Bir babasın. Düşün şimdi… Sevmişsin, evlenmişsin.
Sonra tıpkı annesi gibi güzel bir kızın olmuş. Onu da çok sevmişsin. Hem de deliler gibi.
Gece gündüz dememişsin başında nöbet tutmuşsun.
Ateşi yükseldiğinde, senin de ateşin yükselmiş. Gözyaşlarını silmişsin. Kendi hayallerinden vazgeçmişsin, onun hayallerini süslemişsin.

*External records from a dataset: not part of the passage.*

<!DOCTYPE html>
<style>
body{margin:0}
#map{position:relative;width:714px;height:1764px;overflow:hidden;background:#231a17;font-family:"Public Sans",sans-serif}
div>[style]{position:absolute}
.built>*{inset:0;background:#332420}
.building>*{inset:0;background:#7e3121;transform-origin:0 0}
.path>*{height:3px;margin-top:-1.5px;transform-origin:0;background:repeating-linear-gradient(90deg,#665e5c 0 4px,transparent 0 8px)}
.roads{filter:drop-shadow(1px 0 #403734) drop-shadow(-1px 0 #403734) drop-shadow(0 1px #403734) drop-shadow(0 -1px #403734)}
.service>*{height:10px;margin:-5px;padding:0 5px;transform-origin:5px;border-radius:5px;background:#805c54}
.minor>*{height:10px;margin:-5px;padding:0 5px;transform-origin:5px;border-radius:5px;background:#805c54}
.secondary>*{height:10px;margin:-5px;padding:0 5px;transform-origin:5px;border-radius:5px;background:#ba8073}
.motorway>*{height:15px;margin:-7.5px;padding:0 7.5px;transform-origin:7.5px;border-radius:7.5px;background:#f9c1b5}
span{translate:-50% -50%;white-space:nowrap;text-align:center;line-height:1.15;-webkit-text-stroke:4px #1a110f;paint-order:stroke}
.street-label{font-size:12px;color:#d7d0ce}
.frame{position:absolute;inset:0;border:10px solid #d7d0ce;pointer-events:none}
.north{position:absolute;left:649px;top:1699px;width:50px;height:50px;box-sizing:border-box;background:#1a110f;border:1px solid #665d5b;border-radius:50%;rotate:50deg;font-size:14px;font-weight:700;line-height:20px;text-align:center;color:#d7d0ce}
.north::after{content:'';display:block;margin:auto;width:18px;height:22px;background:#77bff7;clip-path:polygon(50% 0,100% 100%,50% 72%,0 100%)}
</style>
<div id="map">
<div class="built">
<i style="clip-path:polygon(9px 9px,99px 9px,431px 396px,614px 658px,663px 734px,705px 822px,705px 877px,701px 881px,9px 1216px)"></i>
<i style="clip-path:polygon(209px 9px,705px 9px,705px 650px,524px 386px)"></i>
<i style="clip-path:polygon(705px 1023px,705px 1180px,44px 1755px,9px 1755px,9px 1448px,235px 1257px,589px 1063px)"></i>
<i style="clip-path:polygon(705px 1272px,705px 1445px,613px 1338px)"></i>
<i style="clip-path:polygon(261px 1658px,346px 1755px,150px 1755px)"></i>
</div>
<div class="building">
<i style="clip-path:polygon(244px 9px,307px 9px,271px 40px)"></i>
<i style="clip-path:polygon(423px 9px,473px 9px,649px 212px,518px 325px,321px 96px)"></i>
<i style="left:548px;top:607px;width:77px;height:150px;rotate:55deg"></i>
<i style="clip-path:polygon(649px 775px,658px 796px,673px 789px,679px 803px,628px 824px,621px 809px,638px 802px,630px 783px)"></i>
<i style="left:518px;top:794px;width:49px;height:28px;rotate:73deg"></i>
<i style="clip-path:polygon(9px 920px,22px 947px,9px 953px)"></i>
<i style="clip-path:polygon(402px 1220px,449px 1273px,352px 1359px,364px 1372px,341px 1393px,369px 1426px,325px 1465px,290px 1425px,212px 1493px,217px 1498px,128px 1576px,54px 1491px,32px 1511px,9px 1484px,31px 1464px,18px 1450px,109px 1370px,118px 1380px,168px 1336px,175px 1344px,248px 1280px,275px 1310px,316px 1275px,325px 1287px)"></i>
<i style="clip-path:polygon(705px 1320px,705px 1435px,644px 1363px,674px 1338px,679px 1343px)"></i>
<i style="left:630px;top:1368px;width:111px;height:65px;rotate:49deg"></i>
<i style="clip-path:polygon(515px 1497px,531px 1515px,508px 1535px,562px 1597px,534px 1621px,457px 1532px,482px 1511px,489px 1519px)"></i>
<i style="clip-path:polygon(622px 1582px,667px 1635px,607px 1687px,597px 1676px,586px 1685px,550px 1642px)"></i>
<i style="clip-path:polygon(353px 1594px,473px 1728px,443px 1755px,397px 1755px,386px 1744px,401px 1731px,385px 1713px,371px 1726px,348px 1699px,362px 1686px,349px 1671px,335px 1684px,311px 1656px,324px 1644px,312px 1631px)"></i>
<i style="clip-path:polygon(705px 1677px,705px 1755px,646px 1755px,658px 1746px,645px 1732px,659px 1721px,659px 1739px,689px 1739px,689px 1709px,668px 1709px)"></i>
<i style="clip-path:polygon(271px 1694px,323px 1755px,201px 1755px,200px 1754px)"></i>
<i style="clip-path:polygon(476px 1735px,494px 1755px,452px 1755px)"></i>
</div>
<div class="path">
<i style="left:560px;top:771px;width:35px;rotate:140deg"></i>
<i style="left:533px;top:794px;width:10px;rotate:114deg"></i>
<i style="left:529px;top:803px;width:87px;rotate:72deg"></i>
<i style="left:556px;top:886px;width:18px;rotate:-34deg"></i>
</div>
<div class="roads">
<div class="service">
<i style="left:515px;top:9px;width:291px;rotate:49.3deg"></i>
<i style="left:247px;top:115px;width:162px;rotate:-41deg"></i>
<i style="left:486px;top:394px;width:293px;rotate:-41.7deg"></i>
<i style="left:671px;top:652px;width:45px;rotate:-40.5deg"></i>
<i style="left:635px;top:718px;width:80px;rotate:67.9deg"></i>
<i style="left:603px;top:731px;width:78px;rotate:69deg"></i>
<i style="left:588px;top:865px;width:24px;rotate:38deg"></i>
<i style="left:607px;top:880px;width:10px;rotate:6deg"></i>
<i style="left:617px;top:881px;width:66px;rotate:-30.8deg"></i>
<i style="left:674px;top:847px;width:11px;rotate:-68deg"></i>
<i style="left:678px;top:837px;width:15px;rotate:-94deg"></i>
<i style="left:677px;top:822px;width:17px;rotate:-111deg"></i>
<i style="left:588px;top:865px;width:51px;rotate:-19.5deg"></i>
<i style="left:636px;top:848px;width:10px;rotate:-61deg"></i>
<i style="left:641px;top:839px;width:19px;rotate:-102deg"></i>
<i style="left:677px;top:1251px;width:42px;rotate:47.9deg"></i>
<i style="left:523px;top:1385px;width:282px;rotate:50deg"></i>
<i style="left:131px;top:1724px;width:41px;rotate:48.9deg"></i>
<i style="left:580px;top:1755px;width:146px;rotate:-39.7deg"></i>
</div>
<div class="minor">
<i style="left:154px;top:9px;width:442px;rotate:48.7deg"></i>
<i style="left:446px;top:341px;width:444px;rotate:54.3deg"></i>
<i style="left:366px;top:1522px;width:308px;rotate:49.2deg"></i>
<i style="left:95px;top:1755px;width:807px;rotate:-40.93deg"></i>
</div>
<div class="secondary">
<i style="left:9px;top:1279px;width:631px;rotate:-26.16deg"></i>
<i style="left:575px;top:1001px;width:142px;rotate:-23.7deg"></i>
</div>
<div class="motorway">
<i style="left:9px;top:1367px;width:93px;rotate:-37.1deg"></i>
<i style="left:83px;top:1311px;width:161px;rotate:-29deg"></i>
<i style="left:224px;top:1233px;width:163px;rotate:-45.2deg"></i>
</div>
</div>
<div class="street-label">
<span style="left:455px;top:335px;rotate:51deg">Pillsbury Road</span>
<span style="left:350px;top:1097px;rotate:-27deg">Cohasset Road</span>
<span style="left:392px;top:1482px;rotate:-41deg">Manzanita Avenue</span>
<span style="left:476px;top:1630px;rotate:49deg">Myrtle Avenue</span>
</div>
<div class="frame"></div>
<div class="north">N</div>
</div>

Sevmişsin onu. Yalandan değil. O kadar çok sevmişsin ki, canı yansa senin de canın yanmış.
Sonra daha 10 yaşına girmeden “başıma en kötü ne gelebilir” diye düşünürken bile aklına gelmeyen, en felaket senaryoları bile kurarken düşünemediğin, korku filmlerinde bile konu olmayan şeyleri yaşamış o küçücük gözleriyle.
Gözleri seni aramış. Korku dolu gözlerle babam nerede diye bakmış etrafa. Hani “Ben yanındayım kızım, korkma” diye yanında yatardın ya.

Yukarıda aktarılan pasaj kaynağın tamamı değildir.